TASK PROMPT
The data below is to be repeated in full, exactly as shown.

-- RECORDS FOR THIS TASK follows --

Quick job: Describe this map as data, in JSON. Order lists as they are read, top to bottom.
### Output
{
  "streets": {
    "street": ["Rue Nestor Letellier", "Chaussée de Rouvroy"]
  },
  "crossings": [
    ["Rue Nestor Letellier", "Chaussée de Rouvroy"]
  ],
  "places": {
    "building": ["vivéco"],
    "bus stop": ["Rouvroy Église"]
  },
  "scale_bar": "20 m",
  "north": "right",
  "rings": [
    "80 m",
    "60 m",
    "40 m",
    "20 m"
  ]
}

-- RECORDS FOR THIS TASK concluded --

YOUR RESPONSE
Quick job: Describe this map as data, in JSON. Order lists as they are read, top to bottom.
### Output
{
  "streets": {
    "street": ["Rue Nestor Letellier", "Chaussée de Rouvroy"]
  },
  "crossings": [
    ["Rue Nestor Letellier", "Chaussée de Rouvroy"]
  ],
  "places": {
    "building": ["vivéco"],
    "bus stop": ["Rouvroy Église"]
  },
  "scale_bar": "20 m",
  "north": "right",
  "rings": [
    "80 m",
    "60 m",
    "40 m",
    "20 m"
  ]
}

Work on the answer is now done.